The library’s book collection is something of a miracle in that it has survived in one form or another from the 11th century until today. The most tragic moment in the library’s long history occurred in 1811, during the Peninsular War, when the monastery was razed and its book collection dispersed. Little by little, however, the library was rebuilt and, under abbot Antoni M. Marcet (1878-1946), the library was restored and grew in only a few years from 15,000 to 150,000 volumes.

In the interwar period, from 1918 to 1936, it continued to grow, with the acquisition of entire collections from countries such as Germany, including the gem selected for us by librarian, Ángeles Rius. With the outbreak of the Civil War in 1936, the monks were forced to flee the monastery but the quick intervention by the Catalan government managed to safeguard the collection, while books from the Culture Militias or the Library Service of the Front from that period became part of the collection.

The library boasts a collection of some 330,000 books, 1,500 manuscripts, 400 pamphlets, 18,000 engravings and 3,800 16th-century works, an exceptional resource at the service of monks and scholars.

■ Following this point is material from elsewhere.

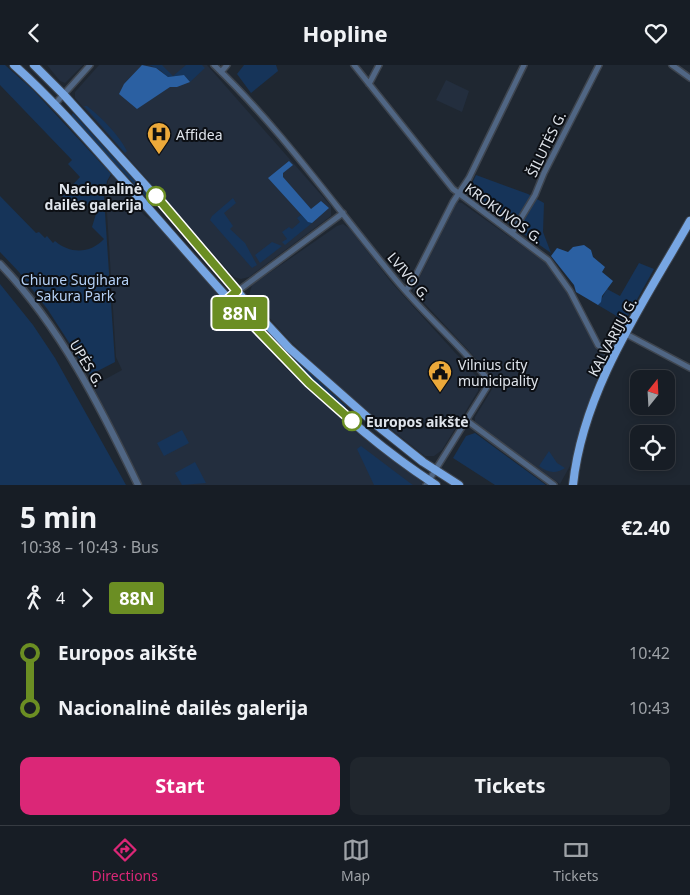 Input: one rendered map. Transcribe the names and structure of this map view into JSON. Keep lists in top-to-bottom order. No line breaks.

Monuments of Egypt and Ethiopia

Year: 1849-1859

Author: Karl Richard Lepsius

Printer: Nicolaische Buchhandlung (Berlin)

An expedition to Egypt

“Karl Richard Lepsius (Naumburg, Saxony-Anhalt, 1810-Berlin, 1884), Prussian linguist and librarian, was one of the first scholars and also one of the first Egyptologists to set down the guidelines and methodology of this science. Between the years 1842 and 1845 he carried out a scientific expedition to Egypt on behalf of the King of Prussia, Frederick William IV. He summarised the results of the expedition in the great work Denkmäler aus Ägypten und Äthiopien (Monuments from Egypt and Ethiopia). Swiss archeologist Édouard Naville was responsible for publishing the texts, while fellow Egyptologist Kurt Sethe was responsible for preparing them for publication, with the assistance of archeologist Ludwig Borchardt.”